Pandemic organizing oral histories
"We are not helpless. We’re providing care for ourselves and others. We’re advocating for ourselves." -John in February 1989
“Lordy!” was an expletive of choice for John, an early HIV/AIDS activist whose work I have been researching the past few years.
I know that this particular John — one of many righteous men featured in my book named John, Paul, and Bill — used this word because last year, the GLBT Historical Society Archives digitized new batches of cassette tape interviews from the late 1980s. Though his words appear in dozens of articles from the years between his diagnosis in 1983 and death in 1989, a newly digital file enabled me to hear John’s actual voice for the first time, sitting at my desk in my home.
“Lordy” does a lot of work for me. It makes John sound, out loud, the way I have come to understand him.

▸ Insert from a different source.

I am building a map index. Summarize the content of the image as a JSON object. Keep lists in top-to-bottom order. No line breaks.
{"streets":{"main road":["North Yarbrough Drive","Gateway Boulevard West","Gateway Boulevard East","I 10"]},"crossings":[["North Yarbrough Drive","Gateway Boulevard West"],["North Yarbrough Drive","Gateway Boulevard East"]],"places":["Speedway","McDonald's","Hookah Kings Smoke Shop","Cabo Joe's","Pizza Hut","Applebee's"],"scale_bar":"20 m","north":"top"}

John was a product of the Midwest, the U.S. Navy, and eventually, gay men’s AIDS advocacy in the San Francisco Bay Area and other Western states where he organized peer-led support for those receiving diagnoses as early as 1984. He retained a folksiness I understand, a straightforwardness I appreciate, a simmering rage fueling his work.

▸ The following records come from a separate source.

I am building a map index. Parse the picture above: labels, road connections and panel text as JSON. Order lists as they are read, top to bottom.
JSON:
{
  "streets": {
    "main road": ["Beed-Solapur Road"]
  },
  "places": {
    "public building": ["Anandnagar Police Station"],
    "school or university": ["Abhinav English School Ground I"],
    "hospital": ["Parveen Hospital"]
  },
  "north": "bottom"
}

Is exasperation the most understated, understandable emotion for civilians abandoned by the state to fight a pandemic on their own?
After gleaning so much from interviews with early HIV/AIDS activists, and from my work advocating for basic public protections during the ongoing SARS-CoV-2/Covid-19 pandemic, I am conducting my own oral histories with fellow organizers distributing personal protective equipment. The conversations so far have been soulful, informative, and of course, full of anger and grief. Folks in mask blocs are doing intentional, radical work that I am honored to help document. No one has said “lordy” yet. “What the fuck” is the parlance of our times.
And now, in the fight against Covid, we have numerous organizers across the U.S. named Liz. That’s the name pattern I’m noticing so far.